CIOs Urged to Audit AI Dependencies Amid Bubble Concerns
SAN FRANCISCO – IT leaders are being advised to proactively assess their reliance on external AI models as concerns mount over a potential “bubble burst” in the generative AI market. Experts warn that over-dependence on single models – whether proprietary or open source – could leave organizations vulnerable to legal complications, vendor lock-in, and operational disruption.
The current enthusiasm for generative AI, while promising, carries inherent risks. While open-source options offer the appeal of data control, they aren’t without caveats. “You can own your future,” said Carreon from Almacenes Distribuidores de la Frontera, emphasizing the control offered by deploying AI infrastructure internally. Though, Info-Tech’s Jackson cautioned that open source “is not just a free pass to anything and everything,” and could potentially trigger royalty obligations, citing Meta as a potential example. He added, “you can own that on your own premises,” but warned of potential “traps” within the open-source landscape.
Recent legal battles surrounding WordPress serve as a cautionary tale. The disputes, involving legal filings between WordPress.org and WP Engine, highlight the risks inherent in relying on open-source projects.

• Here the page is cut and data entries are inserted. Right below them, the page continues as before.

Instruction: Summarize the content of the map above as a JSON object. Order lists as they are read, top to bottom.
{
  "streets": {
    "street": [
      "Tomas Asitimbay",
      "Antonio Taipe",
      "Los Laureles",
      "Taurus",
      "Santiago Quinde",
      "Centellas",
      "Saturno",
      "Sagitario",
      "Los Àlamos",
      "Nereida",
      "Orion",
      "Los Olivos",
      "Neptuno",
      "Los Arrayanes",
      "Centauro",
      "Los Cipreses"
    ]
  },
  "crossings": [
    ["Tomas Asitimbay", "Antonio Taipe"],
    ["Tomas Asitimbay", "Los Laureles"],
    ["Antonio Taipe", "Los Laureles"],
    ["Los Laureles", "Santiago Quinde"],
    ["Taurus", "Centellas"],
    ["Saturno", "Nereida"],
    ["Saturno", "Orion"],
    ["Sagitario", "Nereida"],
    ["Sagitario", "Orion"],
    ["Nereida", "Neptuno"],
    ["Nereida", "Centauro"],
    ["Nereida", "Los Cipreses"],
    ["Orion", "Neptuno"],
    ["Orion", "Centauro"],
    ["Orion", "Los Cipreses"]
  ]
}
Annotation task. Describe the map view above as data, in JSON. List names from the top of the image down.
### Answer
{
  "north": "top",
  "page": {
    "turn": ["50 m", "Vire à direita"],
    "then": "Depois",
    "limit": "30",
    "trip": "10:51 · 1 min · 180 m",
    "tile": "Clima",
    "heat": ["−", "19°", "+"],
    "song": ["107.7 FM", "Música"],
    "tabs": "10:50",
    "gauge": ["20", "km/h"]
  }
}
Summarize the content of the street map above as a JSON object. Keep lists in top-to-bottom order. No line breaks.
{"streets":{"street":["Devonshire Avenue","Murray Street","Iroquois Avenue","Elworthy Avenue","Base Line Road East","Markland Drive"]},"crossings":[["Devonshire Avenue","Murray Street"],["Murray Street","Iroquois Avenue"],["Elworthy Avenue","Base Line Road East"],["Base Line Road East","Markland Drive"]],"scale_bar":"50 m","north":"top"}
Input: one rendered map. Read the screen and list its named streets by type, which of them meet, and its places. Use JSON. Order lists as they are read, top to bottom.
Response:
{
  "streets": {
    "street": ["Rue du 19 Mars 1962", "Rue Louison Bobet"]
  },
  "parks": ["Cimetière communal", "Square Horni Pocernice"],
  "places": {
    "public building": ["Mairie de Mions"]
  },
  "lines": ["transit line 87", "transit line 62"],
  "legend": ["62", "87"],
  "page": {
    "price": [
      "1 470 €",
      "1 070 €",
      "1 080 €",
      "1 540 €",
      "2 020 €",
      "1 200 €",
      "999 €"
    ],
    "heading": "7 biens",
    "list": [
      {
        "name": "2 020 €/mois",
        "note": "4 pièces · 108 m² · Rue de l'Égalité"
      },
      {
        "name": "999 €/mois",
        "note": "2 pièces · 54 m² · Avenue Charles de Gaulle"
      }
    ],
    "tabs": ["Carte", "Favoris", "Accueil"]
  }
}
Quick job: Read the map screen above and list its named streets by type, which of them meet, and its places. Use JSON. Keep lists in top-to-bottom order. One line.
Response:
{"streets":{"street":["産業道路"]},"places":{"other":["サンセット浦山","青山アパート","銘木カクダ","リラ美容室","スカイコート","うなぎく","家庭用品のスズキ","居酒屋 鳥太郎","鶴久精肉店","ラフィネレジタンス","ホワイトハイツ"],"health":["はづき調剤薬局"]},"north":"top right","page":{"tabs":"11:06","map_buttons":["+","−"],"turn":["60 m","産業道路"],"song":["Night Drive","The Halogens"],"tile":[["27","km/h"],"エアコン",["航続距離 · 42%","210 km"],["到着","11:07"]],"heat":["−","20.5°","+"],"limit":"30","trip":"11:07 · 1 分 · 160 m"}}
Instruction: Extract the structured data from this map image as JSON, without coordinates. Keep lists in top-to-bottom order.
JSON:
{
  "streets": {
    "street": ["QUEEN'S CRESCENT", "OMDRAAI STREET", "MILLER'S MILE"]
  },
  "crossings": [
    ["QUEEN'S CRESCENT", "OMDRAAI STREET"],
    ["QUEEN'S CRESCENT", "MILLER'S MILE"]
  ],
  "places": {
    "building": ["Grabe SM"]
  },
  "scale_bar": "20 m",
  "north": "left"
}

Beyond legal concerns, experts emphasize the danger of “too much dependence” on any single model. Carreon advocates for building adaptability into AI deployments, stating, “Make sure that you can easily swap from GPT to Gemini or to Claude. It’s not really that hard [because] the models behave very similarly in terms of their APIs.”
However, Gartner VP analyst Kjell Carlsson disagreed on the ease of switching, stating that while redirecting API calls is possible, “switching from one model to another is a lot more painful than that,” requiring significant code rewriting and testing. Srini PagiDyala, a co-founder of Aigo.ai, advises CIOs to promptly analyze their current genAI setups to determine their dependency on external models and experiment with swapping them out.
Even without an immediate market correction, understanding current dependency levels provides valuable leverage for contract negotiations and allows time to explore alternative approaches.As the industry matures, a potential market adjustment could reinforce the importance of sound business planning and profitability.